Tuesday newspaper round-up: Tesco, Barclays, Phones 4u, China
Tesco’s crisis shows no sign of stopping, after the retail giant was forced to call in investigators and suspend four senior executives as it discovered its profits had been inflated by £250m, The Guardian reported on Tuesday.
Over £2bn was wiped off the group’s value on during Monday trading after chief executive Dave Lewis admitted accountants and lawyers had been summoned to scrutinise the company’s books following revelations that payments from suppliers were being mis-booked.
Having secured £1.6bn profit in the first half of 2013, Tesco could end up making even less the amount in the corresponding period this year.
The Financial Conduct Authority (FCA), the City regulator, is set to impose another huge fine on Barclays, the Independent reported.
The fine, thought to be in the region of £38m, relates to the bank’s failure to ensure adequate protection for clients’ funds and to keep correctly segregated clients’ assets.
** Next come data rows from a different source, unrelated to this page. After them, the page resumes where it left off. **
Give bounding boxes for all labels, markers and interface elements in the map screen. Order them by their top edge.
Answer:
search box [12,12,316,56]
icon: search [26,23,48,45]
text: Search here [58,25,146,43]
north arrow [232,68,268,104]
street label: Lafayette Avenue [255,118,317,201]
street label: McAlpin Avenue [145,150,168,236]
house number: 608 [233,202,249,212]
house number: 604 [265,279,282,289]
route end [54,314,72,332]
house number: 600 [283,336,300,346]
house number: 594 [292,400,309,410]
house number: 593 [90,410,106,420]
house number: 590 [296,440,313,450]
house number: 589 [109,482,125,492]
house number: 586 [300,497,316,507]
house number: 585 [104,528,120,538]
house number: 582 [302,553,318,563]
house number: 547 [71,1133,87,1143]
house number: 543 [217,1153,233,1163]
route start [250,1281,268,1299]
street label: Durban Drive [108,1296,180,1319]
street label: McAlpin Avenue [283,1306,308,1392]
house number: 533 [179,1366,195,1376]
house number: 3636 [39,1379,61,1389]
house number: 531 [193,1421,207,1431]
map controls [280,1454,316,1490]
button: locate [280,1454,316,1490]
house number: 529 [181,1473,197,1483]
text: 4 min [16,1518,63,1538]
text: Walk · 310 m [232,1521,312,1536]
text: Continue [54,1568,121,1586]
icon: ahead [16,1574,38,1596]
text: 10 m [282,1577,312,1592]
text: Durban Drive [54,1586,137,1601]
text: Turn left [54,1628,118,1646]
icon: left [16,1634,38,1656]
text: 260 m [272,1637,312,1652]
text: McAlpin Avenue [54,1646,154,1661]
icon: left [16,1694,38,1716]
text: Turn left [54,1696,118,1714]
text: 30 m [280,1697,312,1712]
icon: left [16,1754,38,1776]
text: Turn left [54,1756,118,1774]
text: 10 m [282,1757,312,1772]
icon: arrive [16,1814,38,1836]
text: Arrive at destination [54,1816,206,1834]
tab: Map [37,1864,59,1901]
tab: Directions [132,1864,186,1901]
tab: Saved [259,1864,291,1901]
It is not the first time Barclays faces a fine for such an offence, though when it was first fined for failing to protect its customers’ funds, the banking giant received a sanction of just £1.1m.
More than 2,400 Phones 4u staff face losing their job, The Daily Telegraph reported.
Administrator PWC said that 362 of the retailer’s outlets are set to close, causing a 1,697 staff to lose their jobs, while an additional 720 people have kept their job in the short term, but only to assist with the closure programme before being made redundant.
On Tuesday, Labour leader Ed Miliband is expected to announce plans to use a “mansion tax” to increase the budget of NHS spending, The Financial Times reported.
Miliband is determined to attract voters ahead of the May’s general election by promising that houses worth more than £2m will have to pay a tax, which will be used to finance an improved health and social care service.
Labour officials said the tax would raise up to £1.2bn.
London-listed miners were hit by fears of a slowdown in the Chinese economy, The Times reported, after £9bn were wiped off the value of London’s largest miners on Monday.
Despite the lowering of forecasts, the Chinese finance minister dampened the prospect of economic stimulus, prompting investors to ditch mining stocks in response.
According to the report, the Communist party is targeting 7.5% growth in 2014 and analysts fear that were the forecast to be lowered again, the price of iron ore and copper could be severely affected.